═══ PROVIDED MATERIAL

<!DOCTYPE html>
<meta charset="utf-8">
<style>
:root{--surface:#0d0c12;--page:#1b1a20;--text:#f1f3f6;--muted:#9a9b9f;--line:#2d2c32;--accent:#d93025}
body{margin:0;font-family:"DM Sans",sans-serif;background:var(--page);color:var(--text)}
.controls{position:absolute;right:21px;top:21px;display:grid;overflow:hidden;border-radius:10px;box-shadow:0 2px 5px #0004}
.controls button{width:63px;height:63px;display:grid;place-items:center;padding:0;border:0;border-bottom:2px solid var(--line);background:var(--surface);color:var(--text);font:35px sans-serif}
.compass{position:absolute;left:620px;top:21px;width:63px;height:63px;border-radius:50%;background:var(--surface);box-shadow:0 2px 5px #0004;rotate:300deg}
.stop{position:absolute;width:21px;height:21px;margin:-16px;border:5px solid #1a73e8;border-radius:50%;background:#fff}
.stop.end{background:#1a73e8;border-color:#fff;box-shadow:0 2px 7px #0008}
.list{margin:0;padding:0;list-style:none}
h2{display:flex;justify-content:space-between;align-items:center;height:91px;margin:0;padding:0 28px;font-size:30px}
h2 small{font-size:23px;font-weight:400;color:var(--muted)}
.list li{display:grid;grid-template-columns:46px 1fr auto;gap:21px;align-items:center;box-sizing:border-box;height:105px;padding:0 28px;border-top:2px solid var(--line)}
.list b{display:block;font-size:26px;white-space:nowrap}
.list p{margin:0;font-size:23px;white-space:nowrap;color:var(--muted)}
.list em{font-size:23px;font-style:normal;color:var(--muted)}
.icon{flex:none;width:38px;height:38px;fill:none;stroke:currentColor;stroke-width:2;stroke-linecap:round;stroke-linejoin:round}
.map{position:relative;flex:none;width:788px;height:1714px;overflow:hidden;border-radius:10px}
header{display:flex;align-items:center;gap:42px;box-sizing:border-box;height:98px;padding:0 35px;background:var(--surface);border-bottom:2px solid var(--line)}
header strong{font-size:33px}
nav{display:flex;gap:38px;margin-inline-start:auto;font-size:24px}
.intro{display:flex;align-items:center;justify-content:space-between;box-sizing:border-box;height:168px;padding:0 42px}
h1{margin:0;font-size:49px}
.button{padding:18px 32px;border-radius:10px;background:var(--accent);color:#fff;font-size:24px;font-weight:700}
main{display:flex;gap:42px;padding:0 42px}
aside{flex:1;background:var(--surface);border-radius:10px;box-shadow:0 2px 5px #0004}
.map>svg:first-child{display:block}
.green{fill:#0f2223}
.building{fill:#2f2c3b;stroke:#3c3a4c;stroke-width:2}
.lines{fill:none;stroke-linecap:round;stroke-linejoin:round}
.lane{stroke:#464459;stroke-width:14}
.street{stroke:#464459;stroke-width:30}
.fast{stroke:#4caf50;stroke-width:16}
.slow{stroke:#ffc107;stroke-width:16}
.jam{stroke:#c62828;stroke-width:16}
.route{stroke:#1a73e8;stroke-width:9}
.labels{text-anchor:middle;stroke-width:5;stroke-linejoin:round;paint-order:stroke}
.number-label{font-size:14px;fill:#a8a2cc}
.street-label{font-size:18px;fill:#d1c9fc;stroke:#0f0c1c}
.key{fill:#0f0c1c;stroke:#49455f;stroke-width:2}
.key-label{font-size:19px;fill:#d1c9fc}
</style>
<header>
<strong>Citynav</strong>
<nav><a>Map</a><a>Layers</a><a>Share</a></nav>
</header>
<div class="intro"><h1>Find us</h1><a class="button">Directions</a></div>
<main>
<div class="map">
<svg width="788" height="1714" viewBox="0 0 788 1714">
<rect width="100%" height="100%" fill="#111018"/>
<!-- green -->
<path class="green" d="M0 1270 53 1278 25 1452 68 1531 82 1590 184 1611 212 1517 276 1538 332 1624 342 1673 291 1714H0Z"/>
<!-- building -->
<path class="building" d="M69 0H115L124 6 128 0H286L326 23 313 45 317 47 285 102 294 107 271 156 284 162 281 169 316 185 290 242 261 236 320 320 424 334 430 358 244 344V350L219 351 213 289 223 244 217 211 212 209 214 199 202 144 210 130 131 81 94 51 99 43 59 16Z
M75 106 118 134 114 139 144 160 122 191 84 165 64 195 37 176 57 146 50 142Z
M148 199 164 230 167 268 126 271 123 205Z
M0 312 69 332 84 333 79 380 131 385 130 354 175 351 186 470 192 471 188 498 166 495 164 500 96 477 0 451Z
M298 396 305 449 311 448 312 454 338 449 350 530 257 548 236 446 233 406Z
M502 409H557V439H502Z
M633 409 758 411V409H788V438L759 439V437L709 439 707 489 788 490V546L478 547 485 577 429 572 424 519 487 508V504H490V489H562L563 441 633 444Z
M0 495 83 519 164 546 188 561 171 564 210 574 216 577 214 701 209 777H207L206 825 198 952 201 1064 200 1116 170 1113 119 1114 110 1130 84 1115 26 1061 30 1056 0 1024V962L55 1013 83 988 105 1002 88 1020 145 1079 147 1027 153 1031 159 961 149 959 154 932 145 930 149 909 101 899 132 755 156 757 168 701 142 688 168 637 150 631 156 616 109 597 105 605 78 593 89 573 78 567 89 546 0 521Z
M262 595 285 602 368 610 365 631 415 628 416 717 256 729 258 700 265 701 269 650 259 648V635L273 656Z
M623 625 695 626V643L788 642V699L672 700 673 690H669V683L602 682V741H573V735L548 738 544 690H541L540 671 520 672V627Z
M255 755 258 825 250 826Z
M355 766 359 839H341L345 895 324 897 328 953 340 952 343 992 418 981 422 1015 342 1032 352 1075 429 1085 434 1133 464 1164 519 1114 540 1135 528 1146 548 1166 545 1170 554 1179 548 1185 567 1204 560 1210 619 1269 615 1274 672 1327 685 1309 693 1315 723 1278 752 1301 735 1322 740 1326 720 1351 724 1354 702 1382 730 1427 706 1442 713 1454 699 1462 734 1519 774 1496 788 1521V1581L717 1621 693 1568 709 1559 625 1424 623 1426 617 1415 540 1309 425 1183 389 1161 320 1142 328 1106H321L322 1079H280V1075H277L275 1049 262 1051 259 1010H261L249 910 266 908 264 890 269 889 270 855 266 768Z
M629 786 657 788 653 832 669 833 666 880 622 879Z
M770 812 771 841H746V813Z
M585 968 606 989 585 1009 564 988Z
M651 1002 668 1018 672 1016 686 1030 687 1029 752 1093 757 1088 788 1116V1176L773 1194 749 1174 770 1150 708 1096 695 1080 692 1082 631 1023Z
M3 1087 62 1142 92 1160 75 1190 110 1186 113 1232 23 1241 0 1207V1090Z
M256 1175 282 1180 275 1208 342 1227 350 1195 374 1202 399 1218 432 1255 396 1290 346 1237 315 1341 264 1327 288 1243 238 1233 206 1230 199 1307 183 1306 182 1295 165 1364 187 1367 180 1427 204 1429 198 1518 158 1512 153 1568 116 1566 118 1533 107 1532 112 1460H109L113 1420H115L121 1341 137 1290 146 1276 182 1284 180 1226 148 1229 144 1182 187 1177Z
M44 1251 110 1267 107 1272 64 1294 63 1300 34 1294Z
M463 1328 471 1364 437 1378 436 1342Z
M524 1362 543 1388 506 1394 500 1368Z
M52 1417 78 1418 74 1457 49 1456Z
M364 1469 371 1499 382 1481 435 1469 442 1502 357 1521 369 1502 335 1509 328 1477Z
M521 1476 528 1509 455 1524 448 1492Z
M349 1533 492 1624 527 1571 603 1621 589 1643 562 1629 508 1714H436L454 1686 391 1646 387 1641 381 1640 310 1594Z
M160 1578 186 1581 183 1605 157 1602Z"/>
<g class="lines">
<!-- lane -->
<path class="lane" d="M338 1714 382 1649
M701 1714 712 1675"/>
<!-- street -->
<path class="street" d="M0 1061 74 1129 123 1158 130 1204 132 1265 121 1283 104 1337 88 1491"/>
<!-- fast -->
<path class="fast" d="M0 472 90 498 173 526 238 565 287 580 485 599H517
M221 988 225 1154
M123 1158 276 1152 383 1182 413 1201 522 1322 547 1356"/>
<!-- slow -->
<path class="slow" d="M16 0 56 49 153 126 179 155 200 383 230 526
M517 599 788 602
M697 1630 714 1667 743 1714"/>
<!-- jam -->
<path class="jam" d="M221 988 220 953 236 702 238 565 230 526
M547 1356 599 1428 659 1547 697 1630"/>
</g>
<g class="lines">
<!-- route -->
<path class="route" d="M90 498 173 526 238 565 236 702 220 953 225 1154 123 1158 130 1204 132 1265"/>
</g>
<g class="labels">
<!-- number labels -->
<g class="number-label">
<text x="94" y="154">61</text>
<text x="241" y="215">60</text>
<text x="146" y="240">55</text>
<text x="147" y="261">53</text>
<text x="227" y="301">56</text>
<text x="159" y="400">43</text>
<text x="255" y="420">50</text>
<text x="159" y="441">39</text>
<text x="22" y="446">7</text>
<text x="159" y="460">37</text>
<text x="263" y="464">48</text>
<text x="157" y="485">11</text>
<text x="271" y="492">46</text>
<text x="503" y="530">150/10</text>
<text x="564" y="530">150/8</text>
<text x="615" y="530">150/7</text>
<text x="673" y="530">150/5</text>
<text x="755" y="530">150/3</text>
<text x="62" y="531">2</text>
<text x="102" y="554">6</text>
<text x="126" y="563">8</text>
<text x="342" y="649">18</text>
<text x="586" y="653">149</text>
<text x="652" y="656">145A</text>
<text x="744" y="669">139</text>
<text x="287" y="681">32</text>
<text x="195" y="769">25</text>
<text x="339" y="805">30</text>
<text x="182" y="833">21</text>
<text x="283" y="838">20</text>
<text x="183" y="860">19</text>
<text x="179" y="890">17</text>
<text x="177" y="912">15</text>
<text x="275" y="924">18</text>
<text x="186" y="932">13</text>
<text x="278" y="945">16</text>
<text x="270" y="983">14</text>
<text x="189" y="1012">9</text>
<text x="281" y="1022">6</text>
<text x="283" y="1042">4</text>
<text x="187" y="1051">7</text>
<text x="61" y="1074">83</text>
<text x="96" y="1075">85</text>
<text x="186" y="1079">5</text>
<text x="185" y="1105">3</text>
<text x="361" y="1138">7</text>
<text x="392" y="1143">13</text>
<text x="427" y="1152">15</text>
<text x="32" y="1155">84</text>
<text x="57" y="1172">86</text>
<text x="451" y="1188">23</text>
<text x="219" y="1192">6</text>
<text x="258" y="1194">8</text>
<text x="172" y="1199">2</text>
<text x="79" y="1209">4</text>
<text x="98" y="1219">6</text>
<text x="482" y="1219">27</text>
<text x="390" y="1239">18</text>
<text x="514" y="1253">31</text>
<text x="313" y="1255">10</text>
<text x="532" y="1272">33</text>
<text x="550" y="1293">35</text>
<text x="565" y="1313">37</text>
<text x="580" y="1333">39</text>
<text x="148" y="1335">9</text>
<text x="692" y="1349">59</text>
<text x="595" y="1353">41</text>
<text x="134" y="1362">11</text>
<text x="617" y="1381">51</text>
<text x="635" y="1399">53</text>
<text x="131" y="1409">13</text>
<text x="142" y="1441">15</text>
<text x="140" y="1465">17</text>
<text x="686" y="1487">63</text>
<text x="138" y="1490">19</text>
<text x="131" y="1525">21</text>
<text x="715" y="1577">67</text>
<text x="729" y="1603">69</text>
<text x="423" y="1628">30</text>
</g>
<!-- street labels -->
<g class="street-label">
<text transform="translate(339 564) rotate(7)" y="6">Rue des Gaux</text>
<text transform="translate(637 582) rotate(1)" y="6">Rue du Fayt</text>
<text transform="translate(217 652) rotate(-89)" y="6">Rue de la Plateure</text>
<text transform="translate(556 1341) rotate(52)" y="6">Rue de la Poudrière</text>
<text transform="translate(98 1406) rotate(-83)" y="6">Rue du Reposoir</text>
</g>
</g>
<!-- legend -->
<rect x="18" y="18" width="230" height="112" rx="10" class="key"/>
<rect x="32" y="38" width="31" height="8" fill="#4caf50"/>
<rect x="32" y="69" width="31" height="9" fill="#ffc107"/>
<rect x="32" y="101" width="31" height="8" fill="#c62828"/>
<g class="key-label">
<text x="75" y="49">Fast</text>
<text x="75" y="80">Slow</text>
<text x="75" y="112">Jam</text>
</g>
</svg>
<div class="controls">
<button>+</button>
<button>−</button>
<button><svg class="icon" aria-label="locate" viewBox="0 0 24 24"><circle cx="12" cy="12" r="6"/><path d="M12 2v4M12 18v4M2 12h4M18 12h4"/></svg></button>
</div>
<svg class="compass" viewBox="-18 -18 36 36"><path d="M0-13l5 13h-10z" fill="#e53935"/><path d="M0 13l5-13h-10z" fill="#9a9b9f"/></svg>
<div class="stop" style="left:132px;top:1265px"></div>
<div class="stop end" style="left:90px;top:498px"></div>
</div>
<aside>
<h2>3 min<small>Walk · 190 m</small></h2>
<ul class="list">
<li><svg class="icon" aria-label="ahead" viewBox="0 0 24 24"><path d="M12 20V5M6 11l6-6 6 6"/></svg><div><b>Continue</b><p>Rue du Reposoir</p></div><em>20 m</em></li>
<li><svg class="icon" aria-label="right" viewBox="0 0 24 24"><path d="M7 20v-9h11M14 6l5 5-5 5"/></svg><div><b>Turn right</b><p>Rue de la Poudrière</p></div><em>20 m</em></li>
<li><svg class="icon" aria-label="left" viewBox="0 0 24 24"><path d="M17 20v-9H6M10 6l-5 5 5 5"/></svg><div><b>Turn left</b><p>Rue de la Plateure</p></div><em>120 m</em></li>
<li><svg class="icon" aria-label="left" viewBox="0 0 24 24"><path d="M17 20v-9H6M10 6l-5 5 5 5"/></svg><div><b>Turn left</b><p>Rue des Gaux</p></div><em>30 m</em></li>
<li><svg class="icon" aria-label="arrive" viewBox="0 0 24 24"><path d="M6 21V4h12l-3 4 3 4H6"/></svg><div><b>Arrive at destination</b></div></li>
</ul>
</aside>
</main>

══════

TO DO: Read through the entries above and copy each line that has the string "list" in it.

ANSWER BOX:
.list{margin:0;padding:0;list-style:none}
.list li{display:grid;grid-template-columns:46px 1fr auto;gap:21px;align-items:center;box-sizing:border-box;height:105px;padding:0 28px;border-top:2px solid var(--line)}
.list b{display:block;font-size:26px;white-space:nowrap}
.list p{margin:0;font-size:23px;white-space:nowrap;color:var(--muted)}
.list em{font-size:23px;font-style:normal;color:var(--muted)}
<ul class="list">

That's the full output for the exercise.